Hanna reluctantly made his decision not to proceed with relocating ACE and Pace schools. He appeared unwilling to do so until school board member Dee Dee Rasmussen joined the parents in calling on him to present more details on the cost of the move and what potential logistical issues might arise for the students.


Hanna set off a dust up with parents, especially those who attend the ACE program for children with disabilities, when he announced a month ago that the move will be made. However, during a school board meeting last week, a long line of parents let their dissatisfaction known.

In part, Hannah wants to move Pace, a school for at-risk students, because of the condition of the portable classrooms. His plan is to move Pace students to the ACE location on Trojan Trail and ACE students will relocate to classes at Lively on the campus of Tallahassee Community College.

Hanna said he would provide the information that parents want when the board meets April 11.
“If you all want to take charge and vote and try to overcome this; have at it,” Hanna said.

Parents read from state statues that spell out procedures for making such a change as Hanna intends to complete.
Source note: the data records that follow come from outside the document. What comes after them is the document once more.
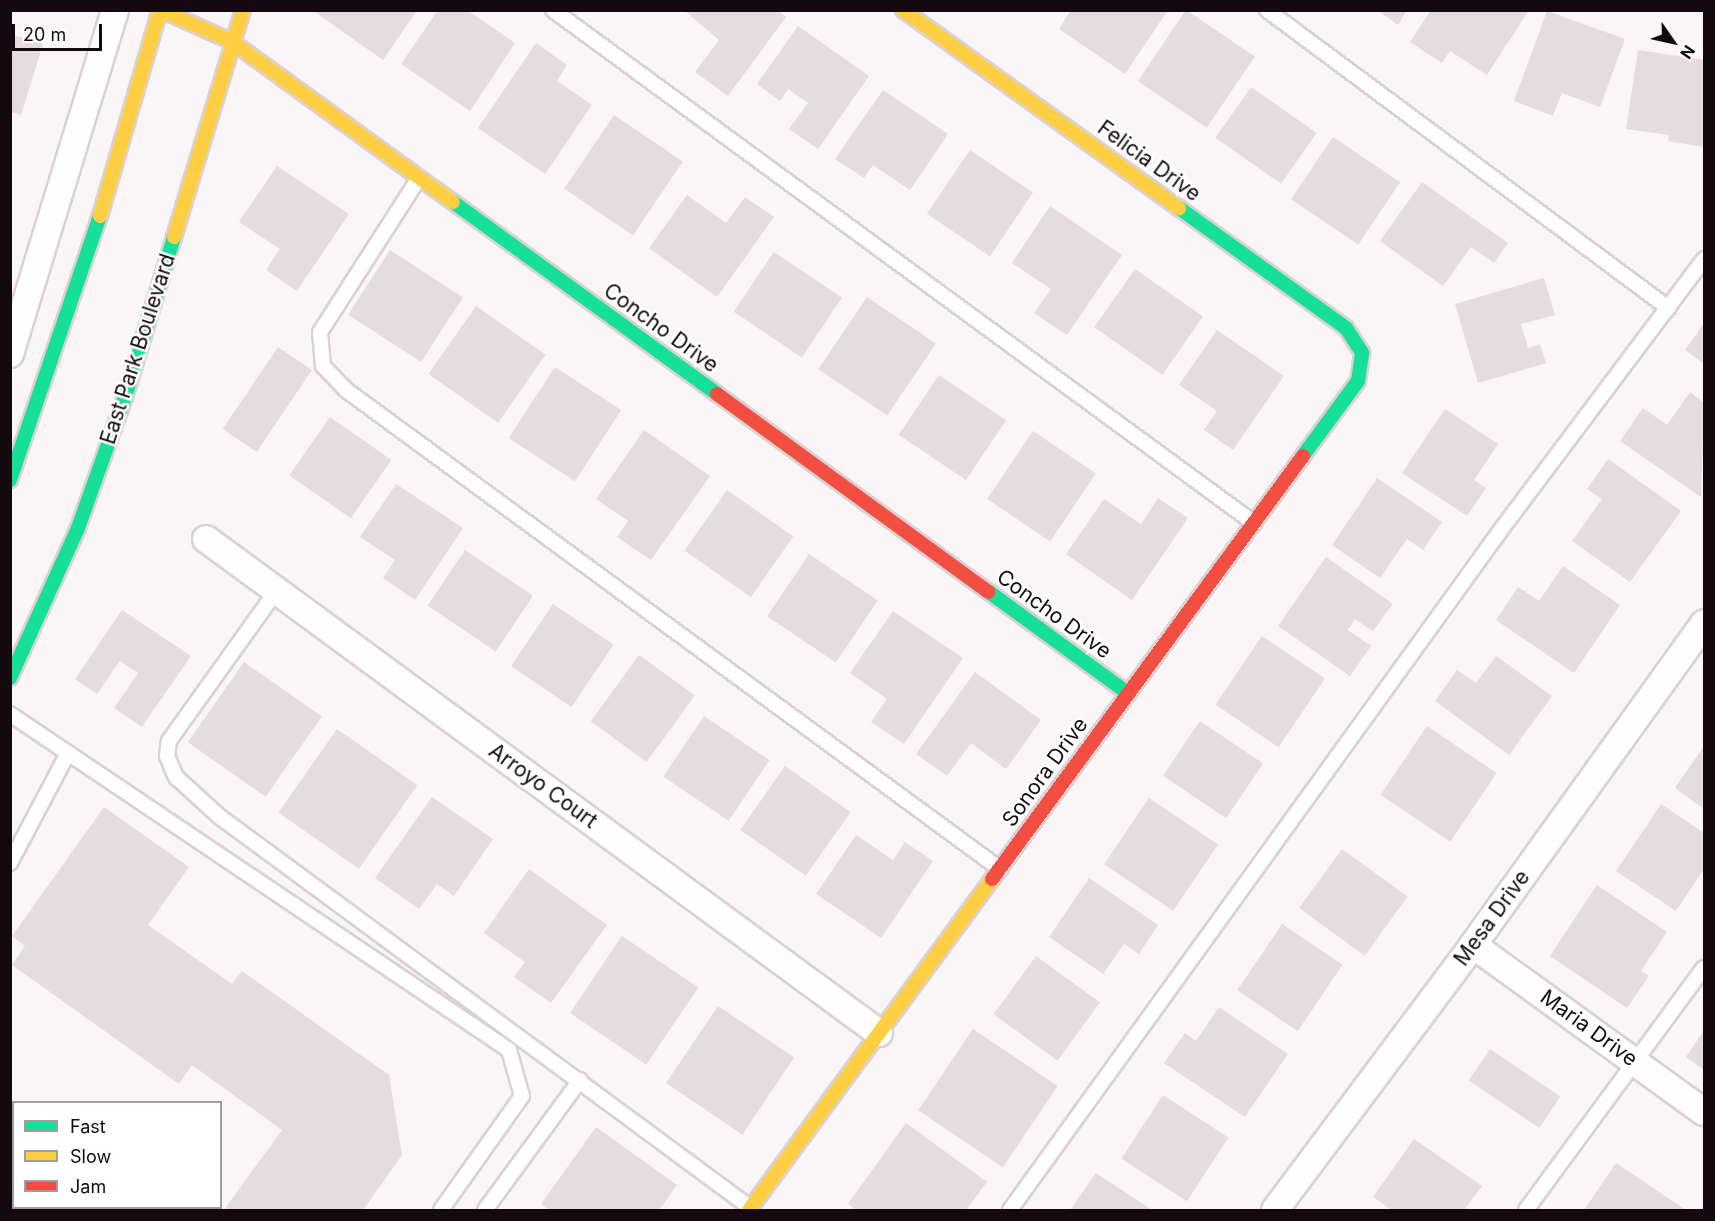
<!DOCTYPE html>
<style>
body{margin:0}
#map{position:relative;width:1715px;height:1221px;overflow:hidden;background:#faf5f7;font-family:Inter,sans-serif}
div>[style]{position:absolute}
.building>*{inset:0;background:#e5dce0;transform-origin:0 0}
.roads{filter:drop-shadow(2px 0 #dad1d5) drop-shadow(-2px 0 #dad1d5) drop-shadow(0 2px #dad1d5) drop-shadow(0 -2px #dad1d5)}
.lane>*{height:14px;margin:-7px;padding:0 7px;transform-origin:7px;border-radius:7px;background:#fefefe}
.street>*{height:26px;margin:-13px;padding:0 13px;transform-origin:13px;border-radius:13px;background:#fefefe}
.fast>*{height:14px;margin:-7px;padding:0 7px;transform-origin:7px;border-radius:7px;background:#16e098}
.slow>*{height:14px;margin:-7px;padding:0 7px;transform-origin:7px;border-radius:7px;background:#ffcf43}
.jam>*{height:14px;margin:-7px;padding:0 7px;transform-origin:7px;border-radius:7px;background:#f24e42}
span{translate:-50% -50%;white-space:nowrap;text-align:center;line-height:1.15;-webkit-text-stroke:5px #fff;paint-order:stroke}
.street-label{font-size:21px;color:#13090e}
.frame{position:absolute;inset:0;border:12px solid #13090e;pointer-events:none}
.legend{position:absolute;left:12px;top:1101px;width:210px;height:108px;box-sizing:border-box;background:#fff;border:2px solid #a19d9f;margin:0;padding:8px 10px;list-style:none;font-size:18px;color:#13090e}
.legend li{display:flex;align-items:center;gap:12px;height:30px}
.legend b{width:30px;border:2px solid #a19d9f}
.north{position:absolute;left:1643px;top:12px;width:60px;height:60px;-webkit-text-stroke:4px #fff;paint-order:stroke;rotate:124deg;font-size:16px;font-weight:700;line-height:24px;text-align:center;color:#13090e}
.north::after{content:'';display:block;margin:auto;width:21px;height:27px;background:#13090e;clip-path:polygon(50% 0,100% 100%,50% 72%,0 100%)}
.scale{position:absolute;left:12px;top:24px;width:90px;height:27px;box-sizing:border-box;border:3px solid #13090e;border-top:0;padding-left:8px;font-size:18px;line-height:21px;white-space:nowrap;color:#13090e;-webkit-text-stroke:4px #fff;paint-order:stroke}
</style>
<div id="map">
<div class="building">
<div style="clip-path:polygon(312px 10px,417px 10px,383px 60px)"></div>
<div style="clip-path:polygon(438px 10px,467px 10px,515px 43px,470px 111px,401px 64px)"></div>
<div style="clip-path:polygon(684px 10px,778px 10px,786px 17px,728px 96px,695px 72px,719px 40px)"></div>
<div style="clip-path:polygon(1071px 10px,1168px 10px,1125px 74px,1059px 29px)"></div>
<div style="left:1186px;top:10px;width:83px;height:86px;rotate:34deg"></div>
<div style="clip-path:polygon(1377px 10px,1407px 10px,1398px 25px)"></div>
<div style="clip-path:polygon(1431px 10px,1529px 10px,1487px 75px,1450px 51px,1442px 63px,1410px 42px)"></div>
<div style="clip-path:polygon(1547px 11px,1625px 39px,1600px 107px,1562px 93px,1553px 116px,1514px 101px)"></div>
<div style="clip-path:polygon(798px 26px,869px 76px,818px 149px,789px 129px,808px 103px,788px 89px,780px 101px,757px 84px)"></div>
<div style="clip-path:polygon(10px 34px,43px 44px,21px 115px,10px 112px)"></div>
<div style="clip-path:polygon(536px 43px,567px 65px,557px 81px,592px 105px,545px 174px,478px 128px)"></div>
<div style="clip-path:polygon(1638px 50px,1704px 60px,1704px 147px,1668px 141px,1669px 135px,1626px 129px)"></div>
<div style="left:1251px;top:87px;width:80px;height:62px;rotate:35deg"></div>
<div style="clip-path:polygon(883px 90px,948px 134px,910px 190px,873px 165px,864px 178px,835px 159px)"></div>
<div style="left:614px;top:115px;width:83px;height:89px;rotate:34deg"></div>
<div style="left:1333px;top:137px;width:81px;height:75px;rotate:34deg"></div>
<div style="left:970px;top:150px;width:76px;height:77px;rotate:34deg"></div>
<div style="clip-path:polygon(277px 166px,349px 214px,297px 291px,266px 270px,280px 249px,239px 222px)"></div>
<div style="clip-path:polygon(1422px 182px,1508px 243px,1494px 263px,1471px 247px,1443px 286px,1380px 241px)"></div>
<div style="clip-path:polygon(687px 195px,726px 223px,745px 197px,774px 217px,717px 297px,649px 248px)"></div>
<div style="clip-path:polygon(1050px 206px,1122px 255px,1067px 335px,1034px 313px,1051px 289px,1012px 263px)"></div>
<div style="left:390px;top:250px;width:87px;height:77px;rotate:33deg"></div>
<div style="left:774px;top:252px;width:82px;height:72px;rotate:34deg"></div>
<div style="left:1135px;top:269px;width:83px;height:71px;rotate:35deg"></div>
<div style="clip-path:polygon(1544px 278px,1555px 315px,1521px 324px,1528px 348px,1540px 344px,1546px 363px,1478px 383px,1455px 304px)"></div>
<div style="left:867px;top:297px;width:83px;height:87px;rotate:34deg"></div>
<div style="left:476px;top:306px;width:85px;height:83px;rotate:35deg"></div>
<div style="clip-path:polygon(1704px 323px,1704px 364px,1685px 350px)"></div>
<div style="clip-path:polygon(1217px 330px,1284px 376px,1233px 450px,1204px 430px,1217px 411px,1179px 385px)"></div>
<div style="left:278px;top:347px;width:41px;height:99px;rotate:34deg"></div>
<div style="left:555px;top:367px;width:79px;height:85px;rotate:33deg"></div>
<div style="left:939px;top:375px;width:81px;height:72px;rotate:34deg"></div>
<div style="clip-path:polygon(1690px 392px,1704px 403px,1701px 497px,1620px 441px,1643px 408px,1667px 425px)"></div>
<div style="clip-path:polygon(1445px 409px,1498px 444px,1474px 480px,1486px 488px,1467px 516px,1402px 473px)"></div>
<div style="left:330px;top:417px;width:75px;height:71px;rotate:35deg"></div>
<div style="clip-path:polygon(644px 430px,710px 476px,651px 560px,617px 537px,628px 521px,596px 499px)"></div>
<div style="left:1033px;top:431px;width:76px;height:82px;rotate:34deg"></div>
<div style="clip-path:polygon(1608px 459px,1681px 511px,1630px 582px,1572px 541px,1602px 499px,1587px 489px)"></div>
<div style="clip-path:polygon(1377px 478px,1442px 522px,1423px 550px,1407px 539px,1380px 578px,1332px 545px)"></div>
<div style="clip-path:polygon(396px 484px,463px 528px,415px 600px,383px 578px,395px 560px,360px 537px)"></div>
<div style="left:727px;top:490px;width:81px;height:74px;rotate:35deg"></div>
<div style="clip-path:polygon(1158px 498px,1188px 518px,1132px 600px,1066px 554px,1104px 499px,1141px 524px)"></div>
<div style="left:465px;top:550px;width:82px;height:67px;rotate:34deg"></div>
<div style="left:809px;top:554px;width:83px;height:75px;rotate:34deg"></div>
<div style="clip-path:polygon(1326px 557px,1393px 604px,1373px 631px,1355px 619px,1348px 630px,1371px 646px,1350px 676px,1278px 626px)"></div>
<div style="clip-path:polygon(1563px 566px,1620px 605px,1574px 673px,1496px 620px,1518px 587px,1539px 601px)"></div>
<div style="left:553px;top:604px;width:73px;height:75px;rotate:34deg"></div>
<div style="clip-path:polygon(122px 610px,191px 656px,142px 727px,114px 708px,138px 673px,120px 661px,97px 694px,75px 679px)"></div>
<div style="clip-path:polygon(893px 611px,963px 658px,904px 744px,871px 722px,887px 699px,850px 673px)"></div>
<div style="left:1262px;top:636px;width:76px;height:83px;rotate:34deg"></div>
<div style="left:639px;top:655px;width:69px;height:82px;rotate:36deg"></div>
<div style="clip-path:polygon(1496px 656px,1552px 696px,1509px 755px,1435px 701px,1457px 670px,1476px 683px)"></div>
<div style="left:244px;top:662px;width:95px;height:98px;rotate:35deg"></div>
<div style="clip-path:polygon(975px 672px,1041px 720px,1006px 769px,971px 743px,947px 776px,916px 754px)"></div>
<div style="left:704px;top:716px;width:79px;height:73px;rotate:34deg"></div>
<div style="left:1200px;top:721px;width:76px;height:66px;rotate:34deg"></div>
<div style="left:1427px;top:726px;width:84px;height:83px;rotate:34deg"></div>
<div style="left:337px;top:729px;width:98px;height:102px;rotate:35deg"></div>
<div style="clip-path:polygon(1704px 746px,1704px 809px,1675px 788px)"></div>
<div style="left:785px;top:766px;width:80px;height:78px;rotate:35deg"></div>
<div style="clip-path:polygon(432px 797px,493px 839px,454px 896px,437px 884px,419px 909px,375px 878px)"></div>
<div style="left:1149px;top:798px;width:83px;height:80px;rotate:34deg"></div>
<div style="clip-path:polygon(1661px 804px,1704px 833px,1704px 869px,1676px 911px,1616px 871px)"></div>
<div style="clip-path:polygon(104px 807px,189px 867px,148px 925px,232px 984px,242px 971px,389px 1075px,402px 1155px,363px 1210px,224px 1210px,282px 1130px,192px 1065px,179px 1084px,12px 965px,25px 946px,12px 936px)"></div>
<div style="clip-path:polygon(856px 835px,893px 860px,905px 842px,933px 861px,881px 938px,816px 894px)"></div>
<div style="left:1342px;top:849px;width:81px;height:73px;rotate:36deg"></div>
<div style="clip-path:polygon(529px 869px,607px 925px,551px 1003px,514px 977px,525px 962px,484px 933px)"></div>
<div style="clip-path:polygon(1089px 878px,1158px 925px,1139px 954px,1124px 944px,1103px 974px,1049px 937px)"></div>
<div style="clip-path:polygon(1597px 885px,1667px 932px,1641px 971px,1649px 976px,1627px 1008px,1550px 956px)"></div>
<div style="left:1282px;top:924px;width:73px;height:80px;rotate:34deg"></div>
<div style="left:622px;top:936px;width:92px;height:93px;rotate:34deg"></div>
<div style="left:1036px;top:956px;width:79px;height:72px;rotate:36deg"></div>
<div style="left:718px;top:1006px;width:92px;height:93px;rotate:34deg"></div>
<div style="clip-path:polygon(1219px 1007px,1288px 1054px,1245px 1117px,1164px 1063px,1185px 1033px,1196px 1041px)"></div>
<div style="left:973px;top:1029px;width:102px;height:98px;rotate:34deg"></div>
<div style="clip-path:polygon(1704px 1030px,1704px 1070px,1686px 1057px)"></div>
<div style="left:1490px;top:1049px;width:85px;height:38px;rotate:34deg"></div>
<div style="left:1163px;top:1095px;width:78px;height:76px;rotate:33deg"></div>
<div style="clip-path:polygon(906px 1123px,987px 1182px,966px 1210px,857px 1210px,848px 1204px)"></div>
<div style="clip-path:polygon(596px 1127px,677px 1185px,659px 1210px,549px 1210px,541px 1204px)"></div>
<div style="clip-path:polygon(1414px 1139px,1482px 1186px,1464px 1210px,1392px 1210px,1373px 1197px)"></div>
<div style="clip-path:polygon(1616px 1163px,1686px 1210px,1584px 1210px)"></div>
<div style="clip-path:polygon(1096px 1173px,1152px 1210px,1070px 1210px)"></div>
</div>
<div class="roads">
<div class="lane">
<div style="left:553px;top:10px;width:869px;rotate:36.2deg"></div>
<div style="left:1267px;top:10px;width:500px;rotate:36.6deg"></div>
<div style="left:419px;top:178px;width:183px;rotate:122.7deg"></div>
<div style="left:320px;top:332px;width:34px;rotate:85deg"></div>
<div style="left:323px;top:366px;width:33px;rotate:46deg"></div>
<div style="left:346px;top:390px;width:811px;rotate:36.22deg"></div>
<div style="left:277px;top:590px;width:186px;rotate:125.6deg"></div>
<div style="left:169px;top:741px;width:15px;rotate:98deg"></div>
<div style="left:167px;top:756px;width:23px;rotate:67deg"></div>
<div style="left:176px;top:777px;width:59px;rotate:42.3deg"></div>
<div style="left:220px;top:817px;width:659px;rotate:36.37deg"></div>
<div style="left:10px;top:714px;width:602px;rotate:33.95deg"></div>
<div style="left:509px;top:1050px;width:48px;rotate:74.2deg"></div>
<div style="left:522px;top:1096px;width:140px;rotate:125.4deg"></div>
<div style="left:10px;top:863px;width:124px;rotate:-62.2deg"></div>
<div style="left:485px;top:1210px;width:161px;rotate:-53.8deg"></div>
<div style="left:1010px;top:1210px;width:837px;rotate:-54.18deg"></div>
<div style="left:1500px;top:531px;width:340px;rotate:-53.1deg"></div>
<div style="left:1526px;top:1210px;width:300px;rotate:-53.7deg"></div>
</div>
<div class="street">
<div style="left:10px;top:354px;width:360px;rotate:-73deg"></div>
<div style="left:206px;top:539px;width:835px;rotate:36.28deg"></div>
<div style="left:1473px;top:945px;width:285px;rotate:35.9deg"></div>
<div style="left:1275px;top:1210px;width:331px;rotate:-53.2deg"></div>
<div style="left:1473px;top:945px;width:396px;rotate:-54.3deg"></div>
</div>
<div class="fast">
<div style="left:453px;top:202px;width:326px;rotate:36deg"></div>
<div style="left:1179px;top:208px;width:206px;rotate:35.7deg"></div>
<div style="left:1346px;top:328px;width:30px;rotate:57deg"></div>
<div style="left:1362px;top:353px;width:28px;rotate:98deg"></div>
<div style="left:1358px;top:381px;width:93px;rotate:126.3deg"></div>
<div style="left:10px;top:480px;width:279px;rotate:-71.2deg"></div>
<div style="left:989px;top:592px;width:173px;rotate:36.1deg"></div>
<div style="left:10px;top:678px;width:165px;rotate:-65.6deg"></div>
<div style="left:78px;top:528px;width:142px;rotate:-70.3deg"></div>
<div style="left:126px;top:394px;width:164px;rotate:-73deg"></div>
</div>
<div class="slow">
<div style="left:161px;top:10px;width:77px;rotate:23.9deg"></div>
<div style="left:231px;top:41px;width:274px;rotate:36deg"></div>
<div style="left:903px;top:10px;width:340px;rotate:35.7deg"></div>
<div style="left:100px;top:216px;width:215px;rotate:-73.8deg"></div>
<div style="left:174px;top:237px;width:237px;rotate:-73.1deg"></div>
<div style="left:749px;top:1210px;width:411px;rotate:-53.7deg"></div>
</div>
<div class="jam">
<div style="left:717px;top:394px;width:336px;rotate:36.1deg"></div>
<div style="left:992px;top:879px;width:525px;rotate:-53.68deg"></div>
</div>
</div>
<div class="street-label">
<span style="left:1149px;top:161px;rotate:36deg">Felicia Drive</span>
<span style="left:661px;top:328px;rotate:36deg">Concho Drive</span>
<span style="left:138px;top:349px;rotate:-72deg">East Park Boulevard</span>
<span style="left:1054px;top:614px;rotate:36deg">Concho Drive</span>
<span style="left:1045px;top:772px;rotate:-54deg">Sonora Drive</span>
<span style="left:543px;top:786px;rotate:36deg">Arroyo Court</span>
<span style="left:1492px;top:918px;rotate:-54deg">Mesa Drive</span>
<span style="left:1589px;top:1028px;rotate:36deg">Maria Drive</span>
</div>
<div class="frame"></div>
<ul class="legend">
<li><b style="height:8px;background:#16e098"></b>Fast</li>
<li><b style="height:8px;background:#ffcf43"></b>Slow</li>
<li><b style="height:8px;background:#f24e42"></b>Jam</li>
</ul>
<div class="north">N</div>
<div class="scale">20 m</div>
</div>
They also questioned how much involvement the board has in the decision.

“I stand on the documents that we presented,” Hanna said. “We have talked this through. We’ve talked over and over again. This is not an easy decision.

“We can disagree; that’s fine. That’s your prerogative. If you want to engage about state statues and law, here is your turn. Speak to him (LCS attorney Jeff Wahlin, who was at the meeting).”

While Hanna and the board members were addressing the audience, parents sobbed. Williams Busby couldn’t hold back his tears, standing at the podium with his son Chris also weeping at his side.

“You made a determination that they were going to move,” Busby said. “I suspect that the determination for ACE was already there. I can’t prove it, but it seems like everything has gone under the board.

“There has been so much secrecy in this. It would have been so much better if you had come out and told the people.”

Michael McBride was downright angry when his turn came to plea for the students to stay put.
“A smoke screen permeates this effort,” he said.

Not only did Rasmussen question how the move was being worked out, but she showed obvious empathy for the students and their families.

“Every time I hear from this community (and) these families, I have more and more questions,” she said.

Rasmussen requested a complete financial analysis, saying that what was presented to her earlier was so shallow that it could have been done by an intern in 10 minutes.

“In order to feel good about this,” she said. “I feel like I need that information.”

A few times during the meeting, Joy Bowen who chairs the board, had to ask the audience not to interrupt statements being made by members of the board. She too was empathetic to the parents’ demands.

“It doesn’t feel good to make the kinds of decisions that we have signed on to make,” she said, adding a clarification for them.

“We are not eliminating a school, we are moving programs and that doesn’t fit well with a lot of us,” Bowen said. “I don’t know if we’ll be able, when we make a decision, to make everybody happy. I really don’t think we will.”